By Harish Sridharan and Indranil Sarkar
(Reuters) – Crown Resorts Ltd’s shareholders approved a $6.3 billion buyout by Blackstone Inc on Friday, but the deal faces further delays as it awaits nods from the regulators of states where the troubled casino operator ran its businesses.
Crown’s Chairman Ziggy Switkowski said the company would delay a conclusive Federal Court hearing – earlier scheduled for next week – to week starting June 6, as it was unsure of securing regulatory assent before that.
In the scheme meeting, 92.1% Crown shareholders voted in favour of the deal, while 99.9% of the votes were in approval.
The success of the deal with the U.S. private equity giant could give billionaire James Packer an out from the beleaguered Australian casino firm hit by scandals and regulatory setbacks and draw the curtain on one of Australia’s most storied business dynasties.
Packer, Crown’s biggest shareholder and founder, will cash in his chips, worth about A$3.3 billion ($2.32 billion), a decade and a half after he created the company.
The ball is now in the court of gambling regulators in New South Wales, Victoria and Western Australia, who have all found Crown unfit to hold gaming licenses at different times.
“Crown will continue to assist Blackstone as it works towards obtaining the required gaming regulatory approvals,” the firm said in a statement.
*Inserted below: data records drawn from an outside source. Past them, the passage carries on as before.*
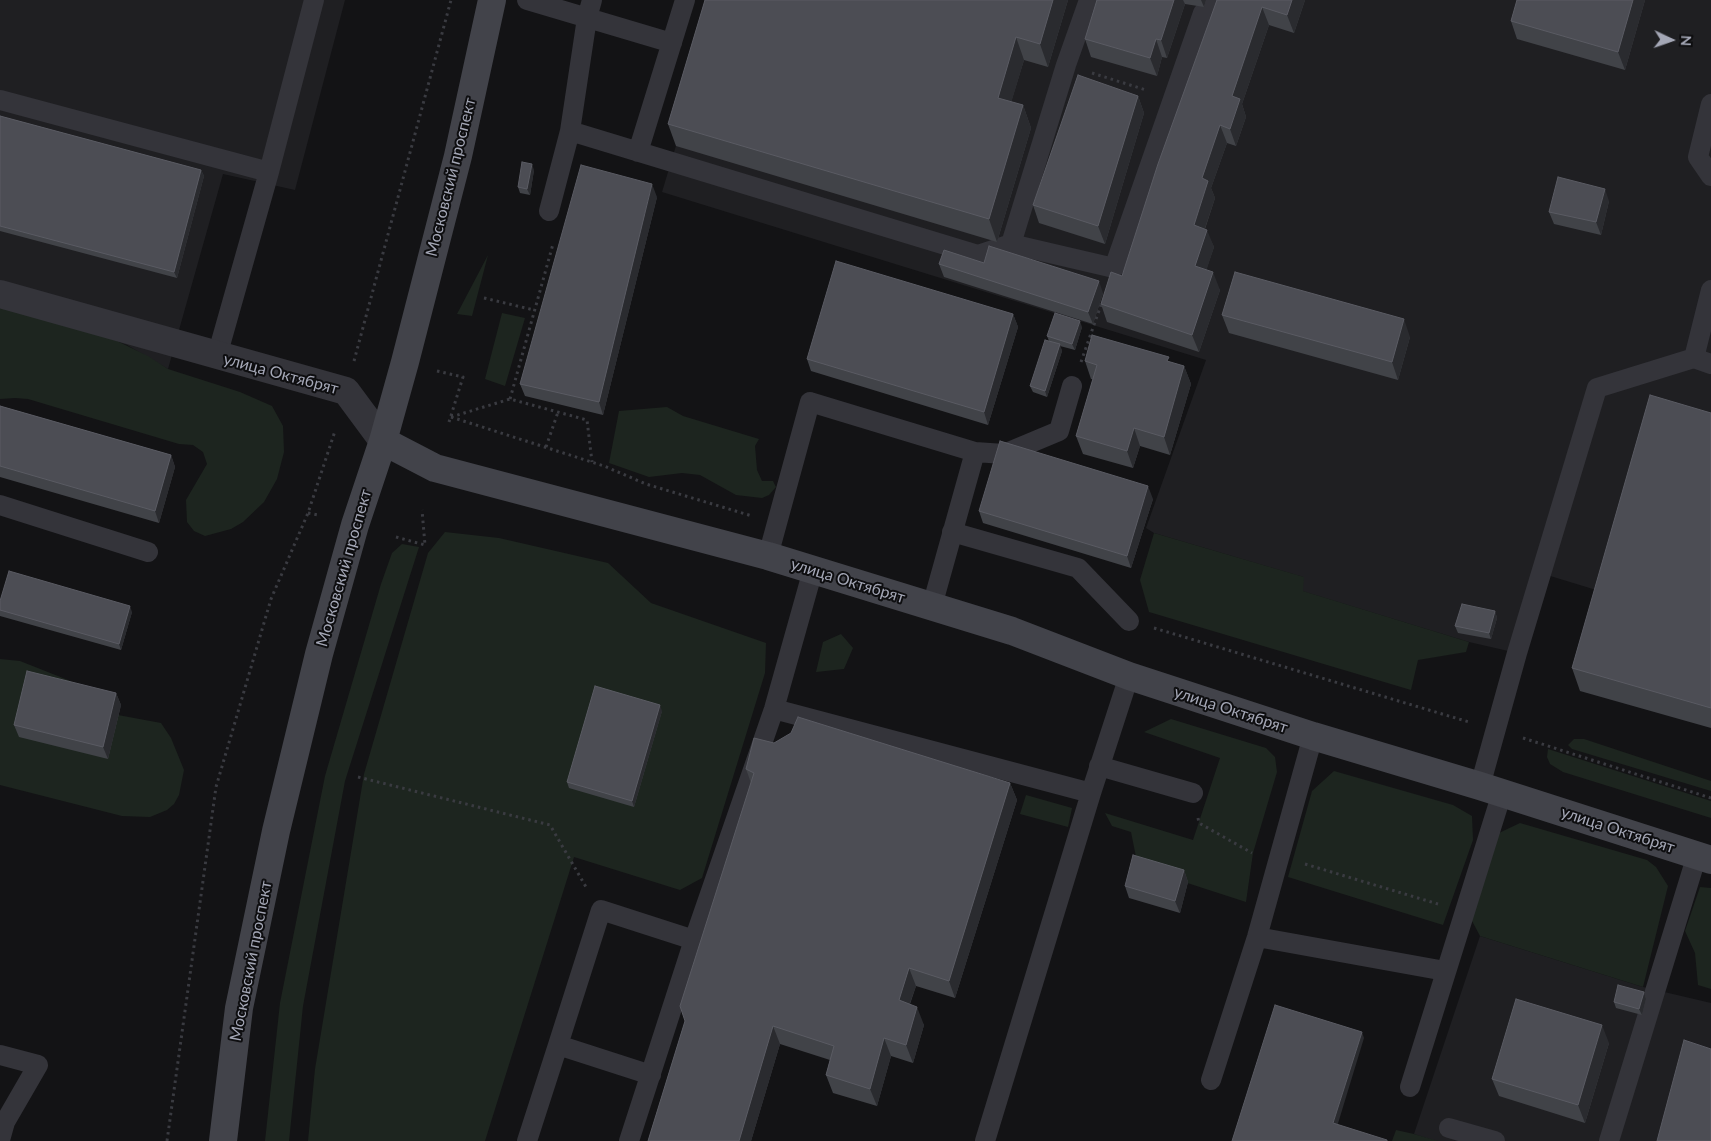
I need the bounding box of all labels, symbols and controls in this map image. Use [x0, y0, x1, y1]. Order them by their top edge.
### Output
north arrow [1646, 15, 1696, 65]
text: N [1678, 35, 1695, 47]
street label: Московский проспект [422, 95, 480, 259]
street label: улица Октябрят [221, 349, 341, 399]
street label: Московский проспект [312, 487, 376, 649]
street label: улица Октябрят [788, 554, 908, 608]
street label: улица Октябрят [1172, 683, 1290, 737]
street label: улица Октябрят [1559, 803, 1677, 857]
street label: Московский проспект [226, 879, 276, 1043]

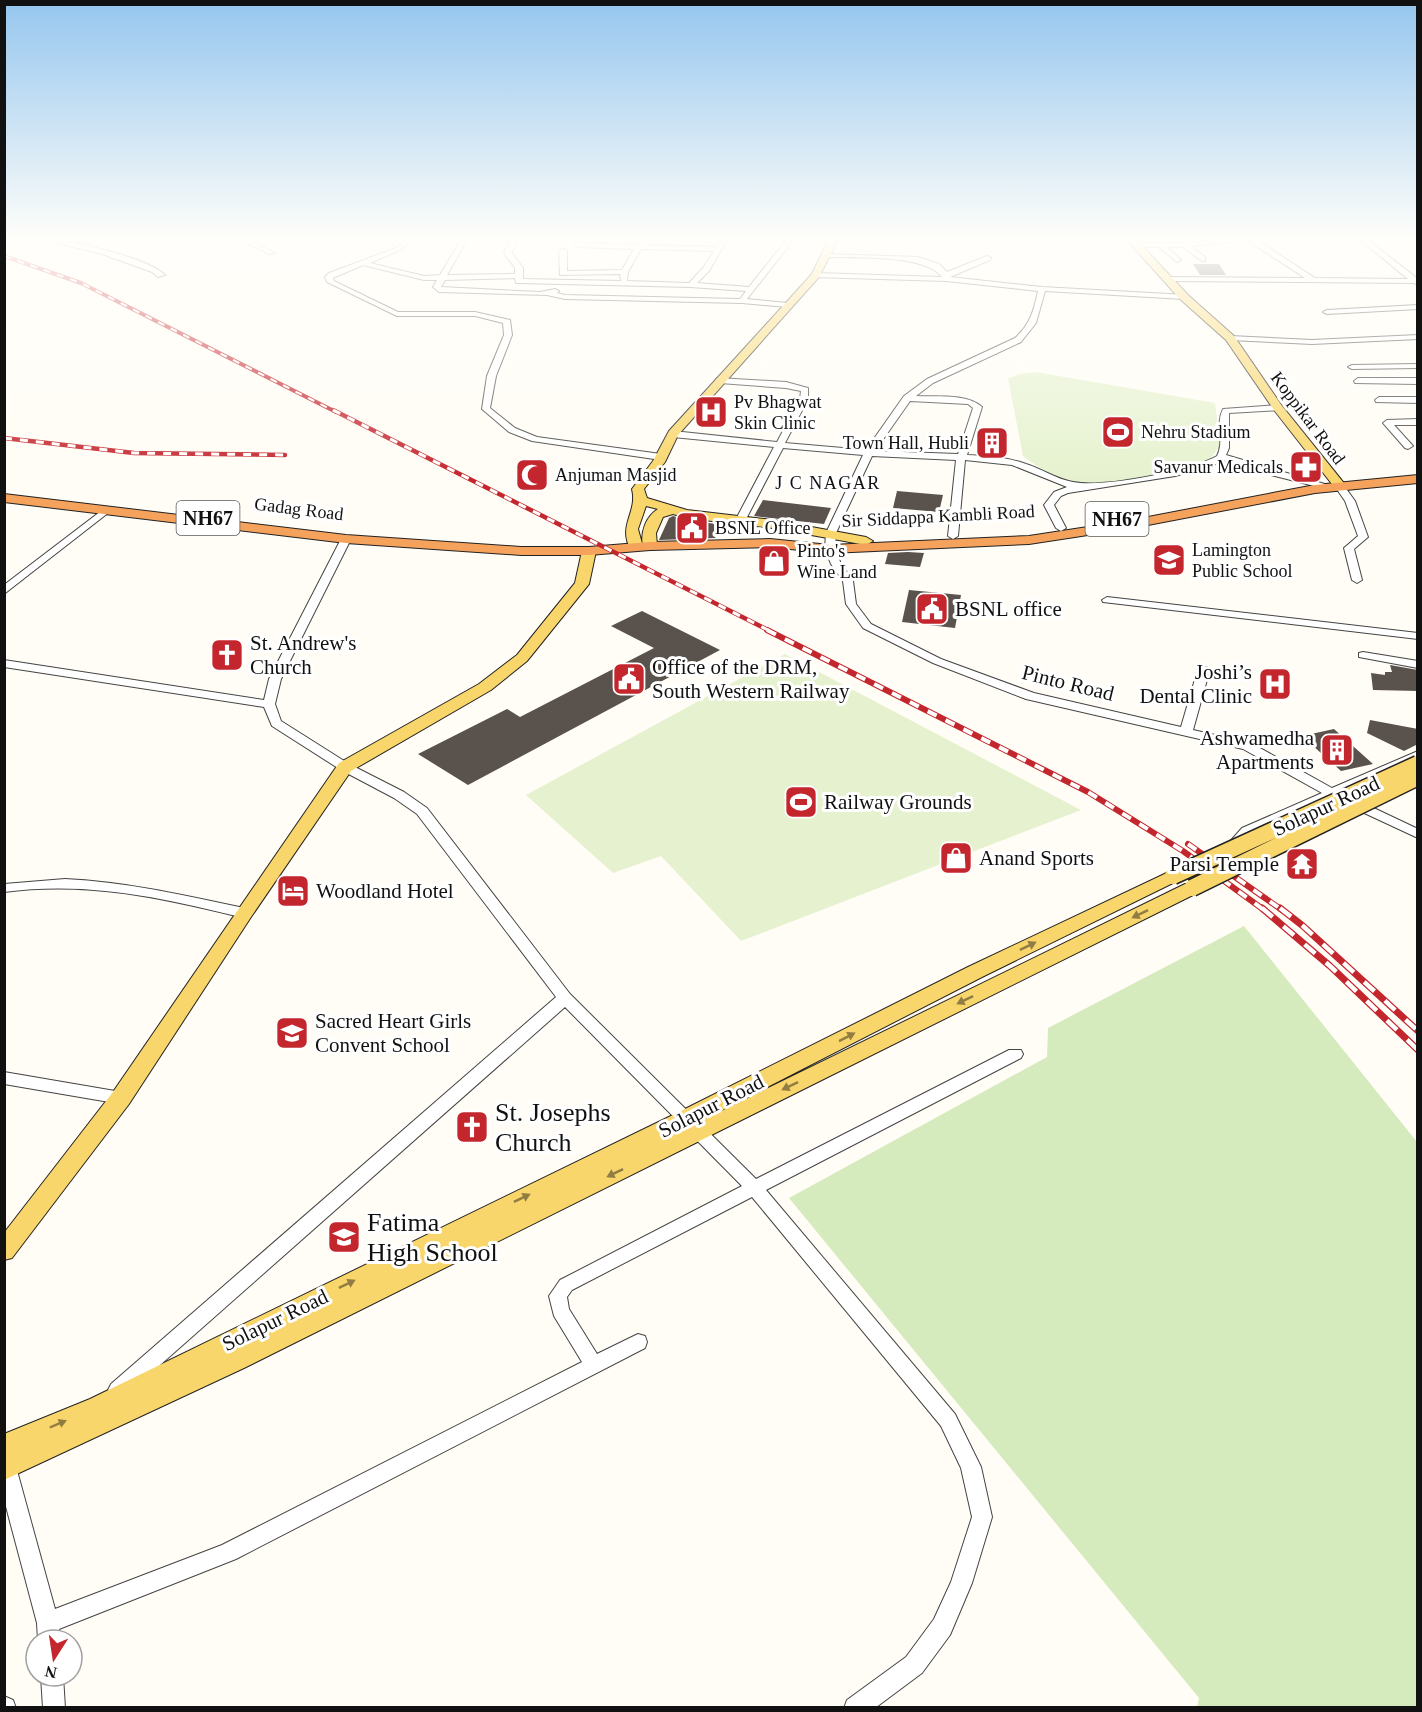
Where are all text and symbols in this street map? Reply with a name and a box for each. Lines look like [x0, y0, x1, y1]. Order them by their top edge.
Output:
street label: Koppikar Road [1267, 368, 1349, 468]
place label: Pv Bhagwat Skin Clinic [734, 392, 822, 433]
hospital icon: Pv Bhagwat Skin Clinic [693, 394, 729, 430]
sports icon: Nehru Stadium [1100, 414, 1136, 450]
place label: Nehru Stadium [1141, 422, 1251, 442]
building icon: Town Hall, Hubli [974, 425, 1010, 461]
place label: Town Hall, Hubli [843, 433, 969, 453]
pharmacy icon: Savanur Medicals [1288, 449, 1324, 485]
mosque icon: Anjuman Masjid [514, 457, 550, 493]
place label: Savanur Medicals [1154, 457, 1283, 477]
place label: Anjuman Masjid [555, 465, 677, 485]
district label: J C NAGAR [775, 473, 881, 493]
street label: Gadag Road [253, 494, 345, 524]
road number: NH67 [176, 501, 240, 535]
street label: Sir Siddappa Kambli Road [841, 501, 1035, 531]
road number: NH67 [1086, 502, 1148, 536]
public building icon: BSNL Office [674, 510, 710, 546]
place label: BSNL Office [715, 518, 810, 538]
place label: Lamington Public School [1192, 540, 1293, 581]
place label: Pinto's Wine Land [797, 541, 877, 582]
school or university icon: Lamington Public School [1151, 542, 1187, 578]
shop icon: Pinto's Wine Land [756, 543, 792, 579]
public building icon: BSNL office [914, 591, 950, 627]
place label: BSNL office [955, 597, 1062, 621]
place label: St. Andrew's Church [250, 631, 356, 679]
church icon: St. Andrew's Church [209, 637, 245, 673]
place label: Office of the DRM, South Western Railway [652, 655, 850, 703]
street label: Pinto Road [1020, 660, 1117, 706]
place label: Joshi’s Dental Clinic [1139, 660, 1252, 708]
public building icon: Office of the DRM, South Western Railway [611, 661, 647, 697]
hospital icon: Joshi’s Dental Clinic [1257, 666, 1293, 702]
place label: Ashwamedha Apartments [1200, 726, 1315, 774]
building icon: Ashwamedha Apartments [1319, 732, 1355, 768]
street label: Solapur Road [1269, 771, 1384, 841]
sports icon: Railway Grounds [783, 784, 819, 820]
place label: Railway Grounds [824, 790, 972, 814]
shop icon: Anand Sports [938, 840, 974, 876]
place label: Anand Sports [979, 846, 1094, 870]
temple icon: Parsi Temple [1284, 846, 1320, 882]
place label: Parsi Temple [1169, 852, 1279, 876]
hotel icon: Woodland Hotel [275, 873, 311, 909]
place label: Woodland Hotel [316, 879, 454, 903]
one-way arrow [1131, 909, 1148, 918]
one-way arrow [1019, 942, 1036, 951]
one-way arrow [956, 995, 973, 1004]
place label: Sacred Heart Girls Convent School [315, 1009, 471, 1057]
school or university icon: Sacred Heart Girls Convent School [274, 1015, 310, 1051]
one-way arrow [839, 1032, 856, 1042]
street label: Solapur Road [654, 1069, 768, 1143]
one-way arrow [781, 1081, 798, 1091]
place label: St. Josephs Church [495, 1098, 611, 1157]
church icon: St. Josephs Church [454, 1109, 490, 1145]
one-way arrow [607, 1168, 624, 1177]
one-way arrow [514, 1194, 531, 1203]
place label: Fatima High School [367, 1208, 498, 1267]
school or university icon: Fatima High School [326, 1219, 362, 1255]
one-way arrow [339, 1279, 356, 1289]
street label: Solapur Road [218, 1284, 332, 1356]
one-way arrow [50, 1419, 68, 1429]
north arrow [24, 1628, 84, 1688]
text: N [43, 1663, 58, 1682]

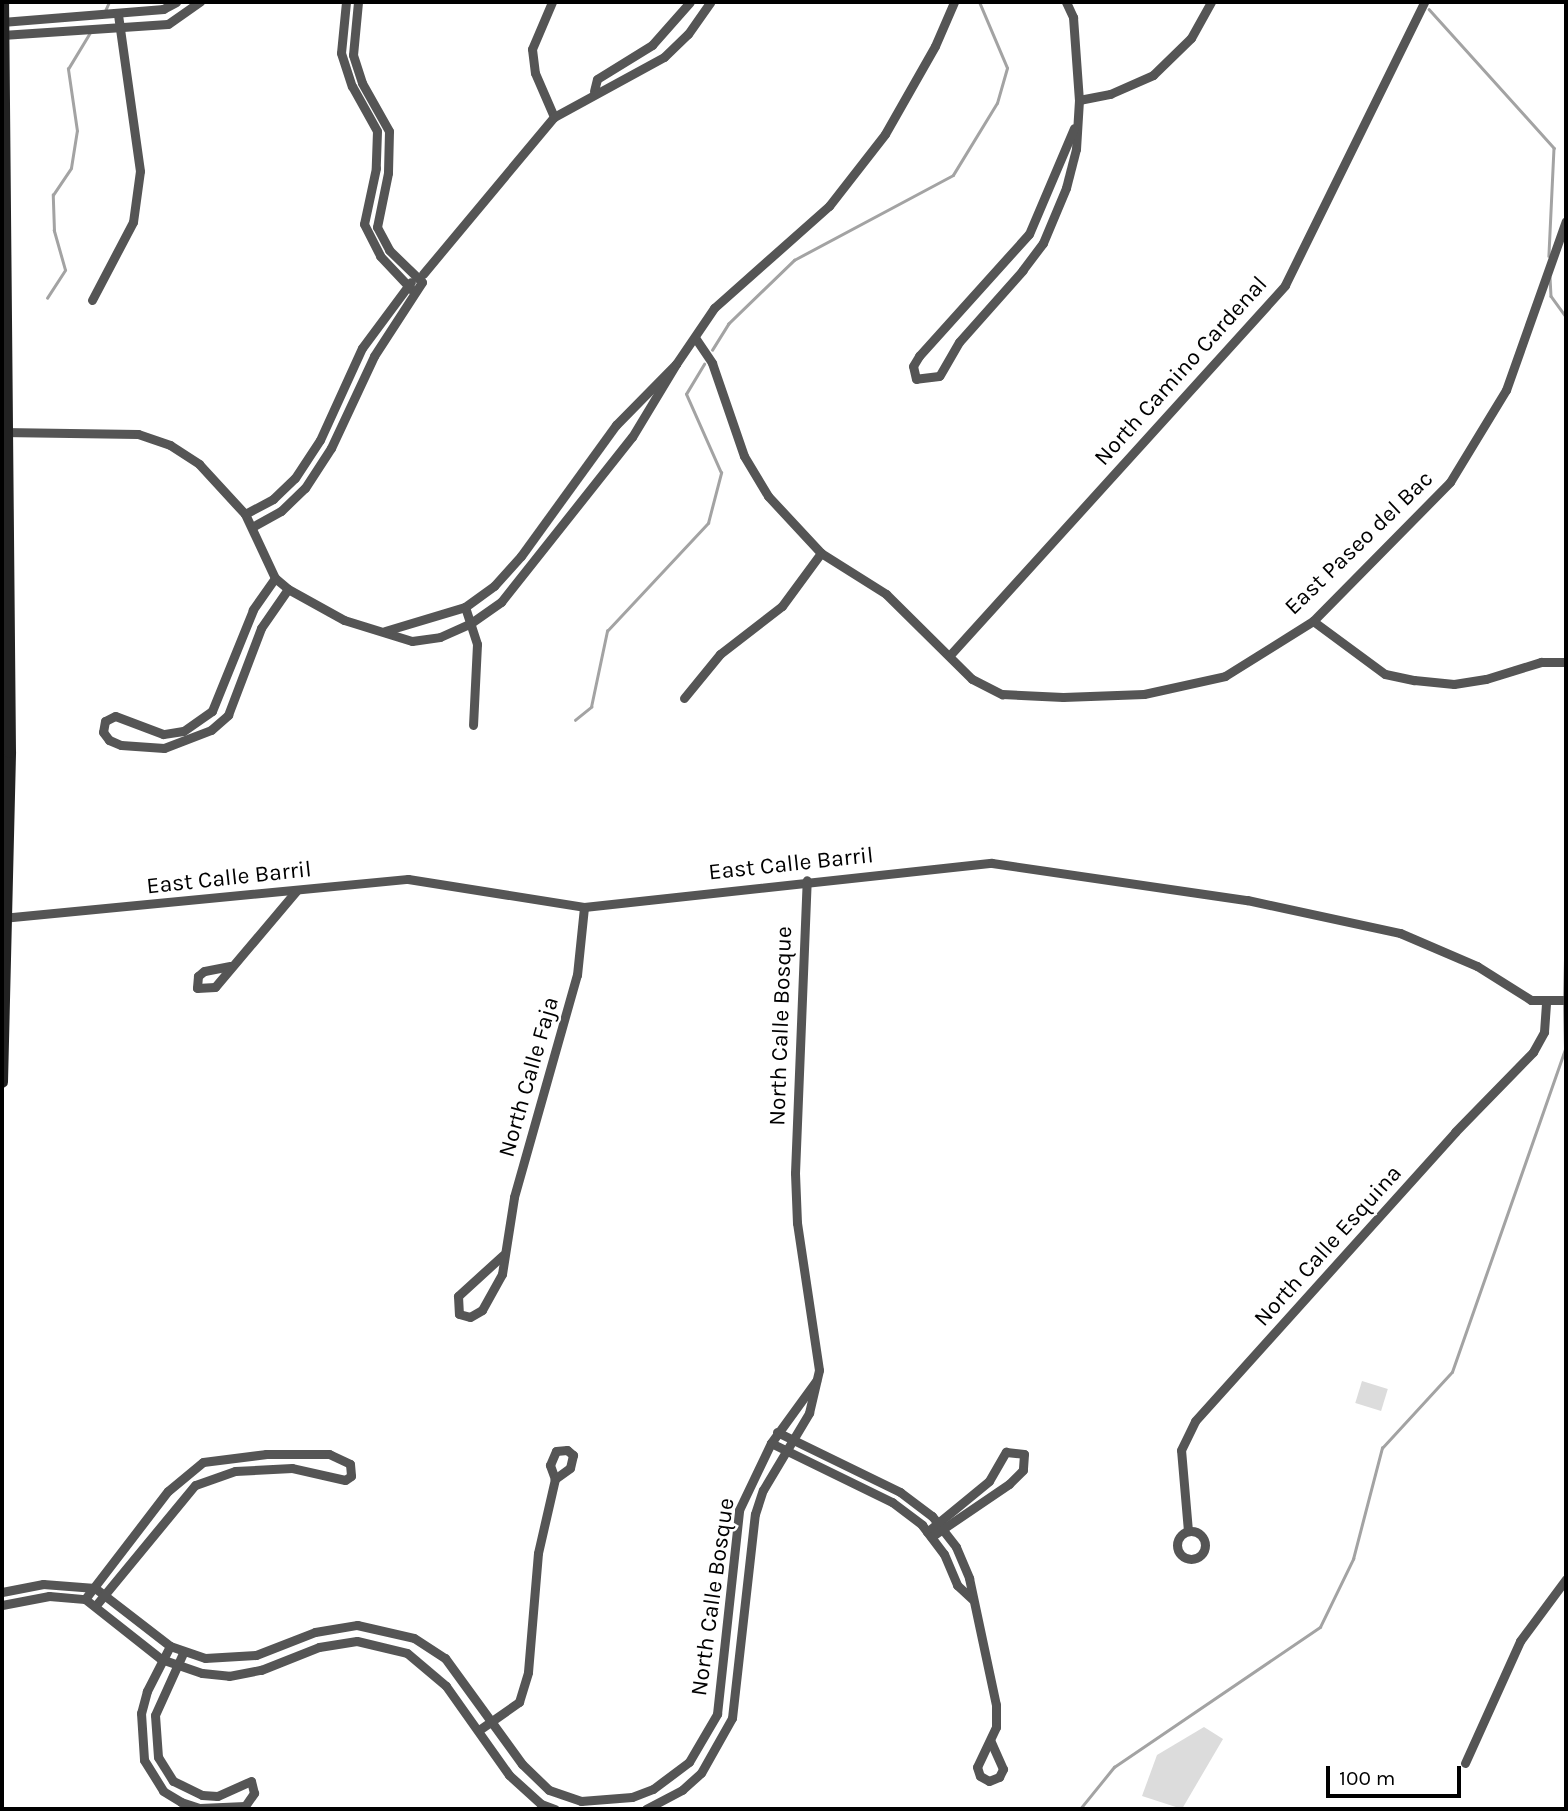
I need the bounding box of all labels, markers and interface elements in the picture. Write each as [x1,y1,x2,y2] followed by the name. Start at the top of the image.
[1089,271,1273,471] street label: North Camino Cardenal
[1279,465,1439,621] street label: East Paseo del Bac
[707,842,875,886] street label: East Calle Barril
[145,856,313,900] street label: East Calle Barril
[764,926,798,1126] street label: North Calle Bosque
[493,994,565,1160] street label: North Calle Faja
[1248,1160,1408,1332] street label: North Calle Esquina
[685,1496,741,1698] street label: North Calle Bosque
[1330,1752,1465,1796] scale bar
[1339,1766,1396,1790] text: 100 m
The licence for Crown’s flagship A$2.2 billion casino skyscraper in Sydney remains suspended, more than a year after it was due to open, and its Melbourne casino has been operating with a government-appointed supervisor since last year.
Earlier in the day, advisory firm Grant Samuel, appointed as an independent expert by Crown, said that the scheme consideration was fair “even if none of the contingent liabilities arise.”
Crown’s stock ended marginally higher, while the benchmark index advanced over 1%.